Stored items
╔══
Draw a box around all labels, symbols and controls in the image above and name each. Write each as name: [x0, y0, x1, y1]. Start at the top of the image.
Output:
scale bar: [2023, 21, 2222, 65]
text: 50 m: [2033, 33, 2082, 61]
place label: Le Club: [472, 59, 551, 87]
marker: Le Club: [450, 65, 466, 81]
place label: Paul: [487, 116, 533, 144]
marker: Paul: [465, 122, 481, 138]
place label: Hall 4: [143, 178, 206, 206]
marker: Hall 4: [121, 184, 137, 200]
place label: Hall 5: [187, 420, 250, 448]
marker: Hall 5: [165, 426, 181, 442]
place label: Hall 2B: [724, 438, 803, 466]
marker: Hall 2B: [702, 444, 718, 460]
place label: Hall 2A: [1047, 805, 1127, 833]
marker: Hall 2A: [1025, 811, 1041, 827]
╚══
╔══
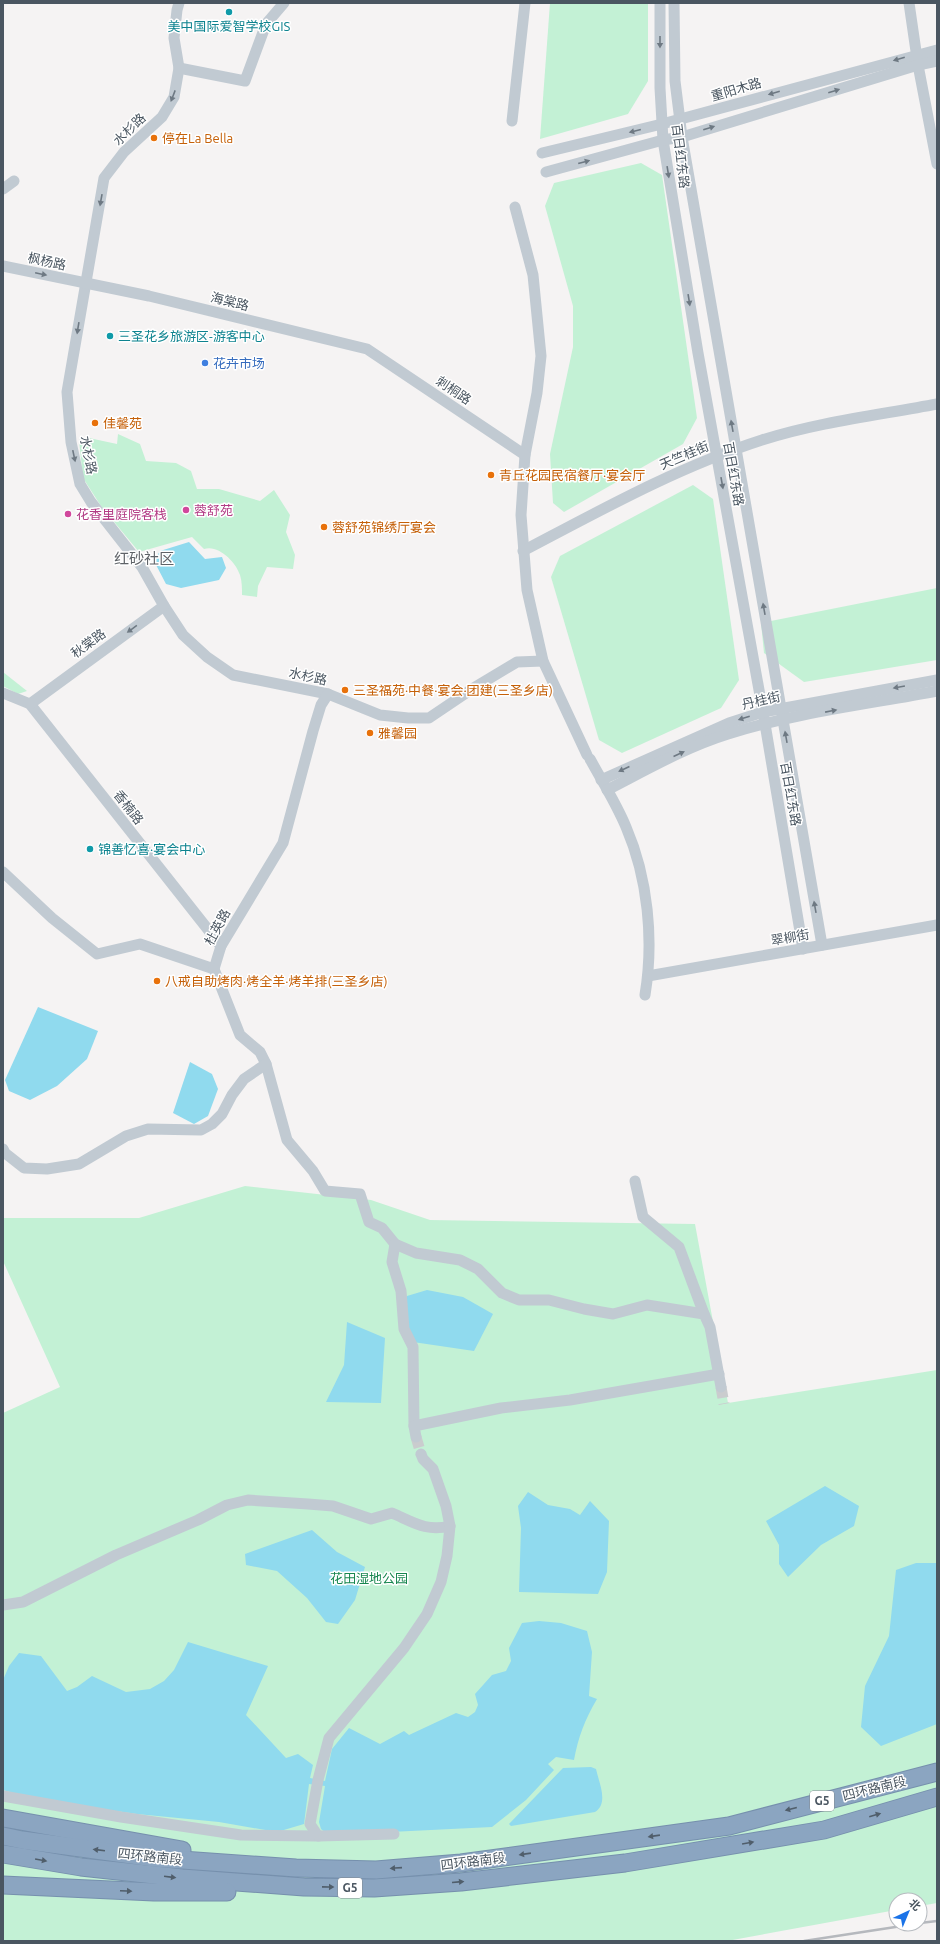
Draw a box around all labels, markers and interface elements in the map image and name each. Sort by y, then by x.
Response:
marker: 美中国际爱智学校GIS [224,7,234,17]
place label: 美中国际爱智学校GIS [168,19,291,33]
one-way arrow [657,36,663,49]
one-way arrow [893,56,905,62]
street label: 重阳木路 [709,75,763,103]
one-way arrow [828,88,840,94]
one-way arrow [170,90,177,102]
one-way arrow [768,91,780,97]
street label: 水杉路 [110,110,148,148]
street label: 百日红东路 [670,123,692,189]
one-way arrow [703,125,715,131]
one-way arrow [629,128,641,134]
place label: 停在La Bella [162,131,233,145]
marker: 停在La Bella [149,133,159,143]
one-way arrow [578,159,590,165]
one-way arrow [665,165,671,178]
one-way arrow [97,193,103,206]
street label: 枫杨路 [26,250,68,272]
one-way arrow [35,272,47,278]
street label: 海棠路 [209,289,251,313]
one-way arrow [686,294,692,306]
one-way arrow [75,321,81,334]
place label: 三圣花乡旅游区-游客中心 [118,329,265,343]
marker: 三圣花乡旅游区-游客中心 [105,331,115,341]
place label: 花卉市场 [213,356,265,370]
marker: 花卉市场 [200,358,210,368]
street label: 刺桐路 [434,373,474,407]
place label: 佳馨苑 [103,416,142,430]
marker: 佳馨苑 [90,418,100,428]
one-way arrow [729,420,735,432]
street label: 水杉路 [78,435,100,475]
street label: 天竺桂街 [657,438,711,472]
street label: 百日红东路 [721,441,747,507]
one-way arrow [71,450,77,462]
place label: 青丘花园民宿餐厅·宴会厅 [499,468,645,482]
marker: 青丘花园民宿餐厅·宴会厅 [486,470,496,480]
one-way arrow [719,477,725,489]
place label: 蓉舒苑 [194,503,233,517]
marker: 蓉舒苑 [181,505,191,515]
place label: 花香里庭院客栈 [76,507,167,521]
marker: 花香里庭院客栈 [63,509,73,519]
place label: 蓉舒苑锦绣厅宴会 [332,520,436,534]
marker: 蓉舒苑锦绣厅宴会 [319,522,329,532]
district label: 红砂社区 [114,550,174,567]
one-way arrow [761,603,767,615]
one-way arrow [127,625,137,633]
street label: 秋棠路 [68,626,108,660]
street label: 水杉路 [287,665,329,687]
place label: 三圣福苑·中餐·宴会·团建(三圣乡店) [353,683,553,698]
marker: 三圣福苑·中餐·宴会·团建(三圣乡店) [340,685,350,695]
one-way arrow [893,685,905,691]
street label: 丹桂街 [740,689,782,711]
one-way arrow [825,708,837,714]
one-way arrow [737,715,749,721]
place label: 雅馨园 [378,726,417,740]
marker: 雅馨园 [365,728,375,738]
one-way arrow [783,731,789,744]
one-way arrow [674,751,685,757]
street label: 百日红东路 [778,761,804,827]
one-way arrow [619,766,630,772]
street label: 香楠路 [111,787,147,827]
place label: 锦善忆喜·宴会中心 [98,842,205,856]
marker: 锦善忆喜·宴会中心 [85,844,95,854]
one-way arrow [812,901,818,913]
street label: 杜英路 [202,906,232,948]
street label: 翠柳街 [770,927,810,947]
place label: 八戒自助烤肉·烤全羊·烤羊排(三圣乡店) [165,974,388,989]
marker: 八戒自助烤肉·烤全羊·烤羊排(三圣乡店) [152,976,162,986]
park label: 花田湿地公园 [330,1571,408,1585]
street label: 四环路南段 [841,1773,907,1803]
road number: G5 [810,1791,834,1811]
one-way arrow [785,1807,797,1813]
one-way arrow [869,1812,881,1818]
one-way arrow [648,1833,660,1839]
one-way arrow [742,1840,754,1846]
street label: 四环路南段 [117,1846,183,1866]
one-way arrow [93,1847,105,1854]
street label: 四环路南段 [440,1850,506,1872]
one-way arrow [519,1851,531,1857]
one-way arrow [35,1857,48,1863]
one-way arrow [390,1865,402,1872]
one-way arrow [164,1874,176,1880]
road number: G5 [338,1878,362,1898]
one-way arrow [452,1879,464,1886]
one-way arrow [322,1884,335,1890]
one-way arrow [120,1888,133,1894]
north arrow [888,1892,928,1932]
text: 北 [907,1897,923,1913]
╚══
╔══
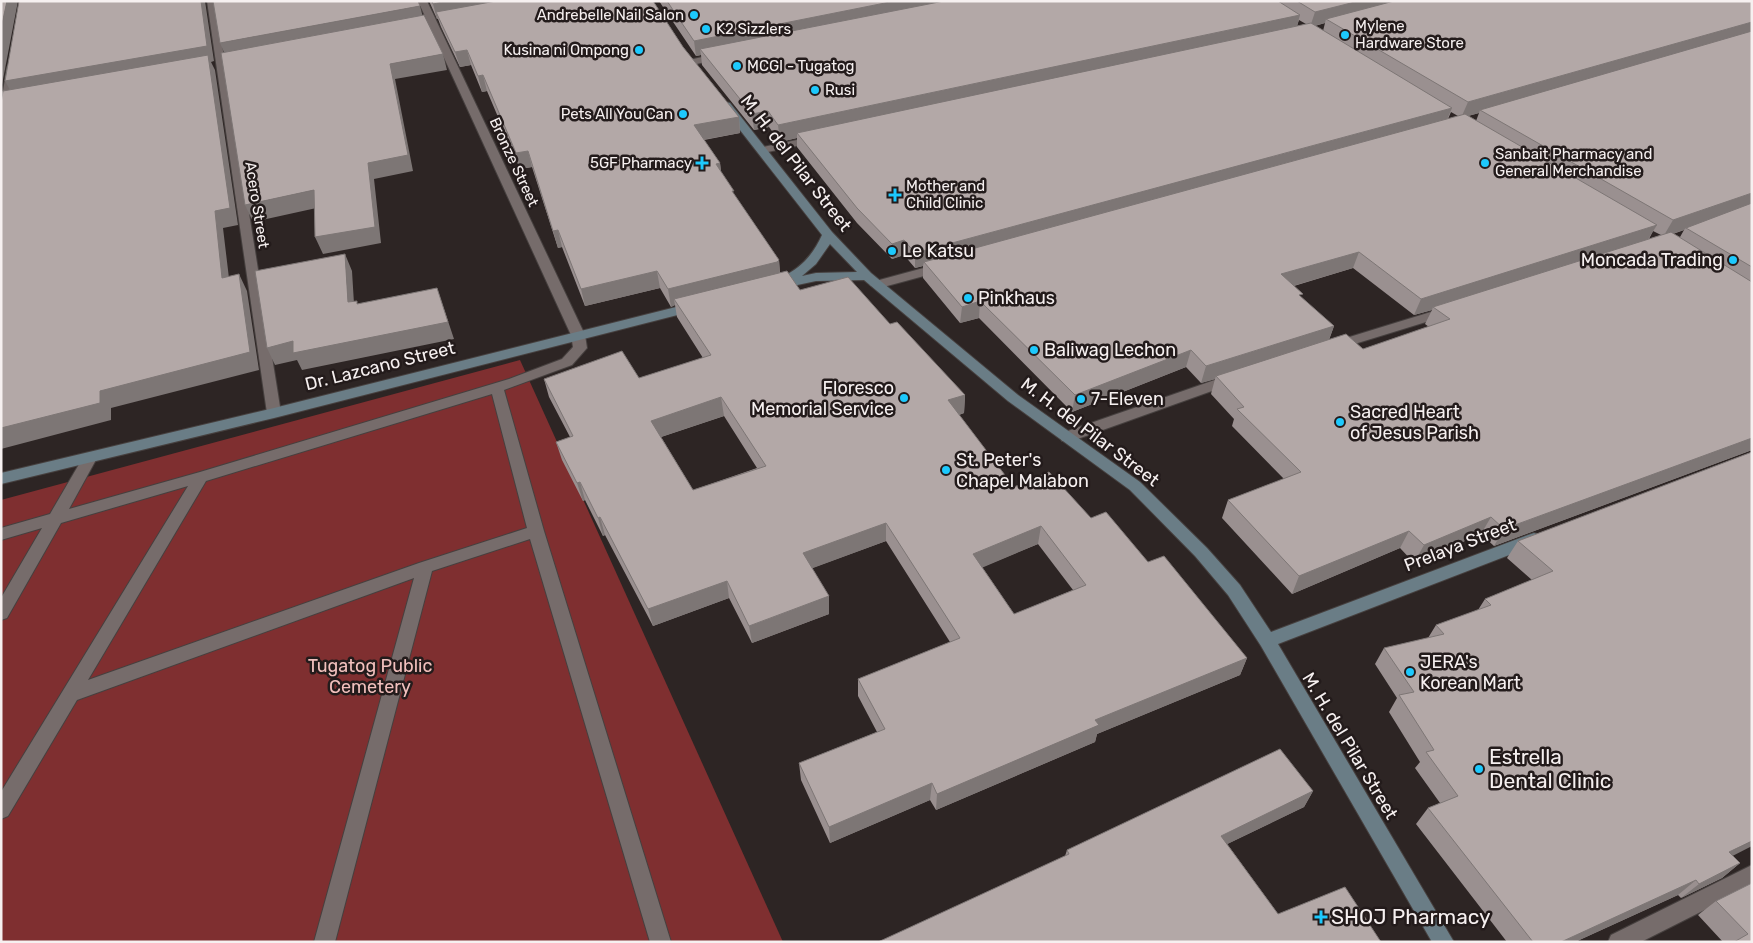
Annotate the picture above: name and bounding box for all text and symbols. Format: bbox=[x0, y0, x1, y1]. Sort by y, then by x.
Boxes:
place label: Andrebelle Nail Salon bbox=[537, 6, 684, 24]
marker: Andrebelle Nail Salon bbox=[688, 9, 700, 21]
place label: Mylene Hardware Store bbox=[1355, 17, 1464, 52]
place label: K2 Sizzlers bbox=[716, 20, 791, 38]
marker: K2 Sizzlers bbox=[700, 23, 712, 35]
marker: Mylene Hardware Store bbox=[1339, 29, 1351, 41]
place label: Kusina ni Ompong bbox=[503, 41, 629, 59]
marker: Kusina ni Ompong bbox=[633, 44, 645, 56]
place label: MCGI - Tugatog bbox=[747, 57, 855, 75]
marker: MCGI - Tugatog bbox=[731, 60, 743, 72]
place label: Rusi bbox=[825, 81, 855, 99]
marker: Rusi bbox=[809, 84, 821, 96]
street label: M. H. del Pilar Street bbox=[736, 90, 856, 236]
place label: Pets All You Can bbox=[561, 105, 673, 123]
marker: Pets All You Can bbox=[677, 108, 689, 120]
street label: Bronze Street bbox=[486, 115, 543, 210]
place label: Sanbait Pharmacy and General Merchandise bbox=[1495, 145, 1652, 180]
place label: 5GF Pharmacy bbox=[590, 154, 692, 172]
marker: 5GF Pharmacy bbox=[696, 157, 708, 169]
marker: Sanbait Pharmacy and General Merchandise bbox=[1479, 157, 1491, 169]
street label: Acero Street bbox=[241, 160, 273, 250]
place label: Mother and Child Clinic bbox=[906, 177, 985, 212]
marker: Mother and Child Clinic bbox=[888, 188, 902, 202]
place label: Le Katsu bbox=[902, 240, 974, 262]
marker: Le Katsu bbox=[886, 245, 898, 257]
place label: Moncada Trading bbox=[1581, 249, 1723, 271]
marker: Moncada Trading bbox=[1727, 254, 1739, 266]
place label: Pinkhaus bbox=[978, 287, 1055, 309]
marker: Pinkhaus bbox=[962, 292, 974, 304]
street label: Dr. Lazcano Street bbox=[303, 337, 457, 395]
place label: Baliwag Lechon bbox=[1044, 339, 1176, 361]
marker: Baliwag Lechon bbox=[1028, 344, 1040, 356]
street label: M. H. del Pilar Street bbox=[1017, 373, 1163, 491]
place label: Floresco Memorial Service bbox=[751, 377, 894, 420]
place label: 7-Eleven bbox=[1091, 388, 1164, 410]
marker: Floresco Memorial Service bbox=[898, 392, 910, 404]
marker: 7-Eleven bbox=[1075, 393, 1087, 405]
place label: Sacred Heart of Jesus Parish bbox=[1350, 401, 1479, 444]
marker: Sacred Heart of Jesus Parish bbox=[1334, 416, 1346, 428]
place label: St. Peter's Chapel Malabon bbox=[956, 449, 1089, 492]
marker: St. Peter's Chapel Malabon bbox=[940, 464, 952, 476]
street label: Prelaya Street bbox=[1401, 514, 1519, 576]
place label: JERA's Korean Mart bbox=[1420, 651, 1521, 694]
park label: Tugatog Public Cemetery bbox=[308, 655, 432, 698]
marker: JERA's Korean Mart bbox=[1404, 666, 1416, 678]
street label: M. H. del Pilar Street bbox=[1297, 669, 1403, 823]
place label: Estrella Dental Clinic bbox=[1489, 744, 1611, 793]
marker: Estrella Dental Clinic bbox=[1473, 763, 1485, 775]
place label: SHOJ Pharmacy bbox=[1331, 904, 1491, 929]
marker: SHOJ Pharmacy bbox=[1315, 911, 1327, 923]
╚══
Problem details> Scan the records for the string "Sort" and report each line where it occurs.

Completed task>
Draw a box around all labels, markers and interface elements in the map image and name each. Sort by y, then by x.
Annotate the picture above: name and bounding box for all text and symbols. Format: bbox=[x0, y0, x1, y1]. Sort by y, then by x.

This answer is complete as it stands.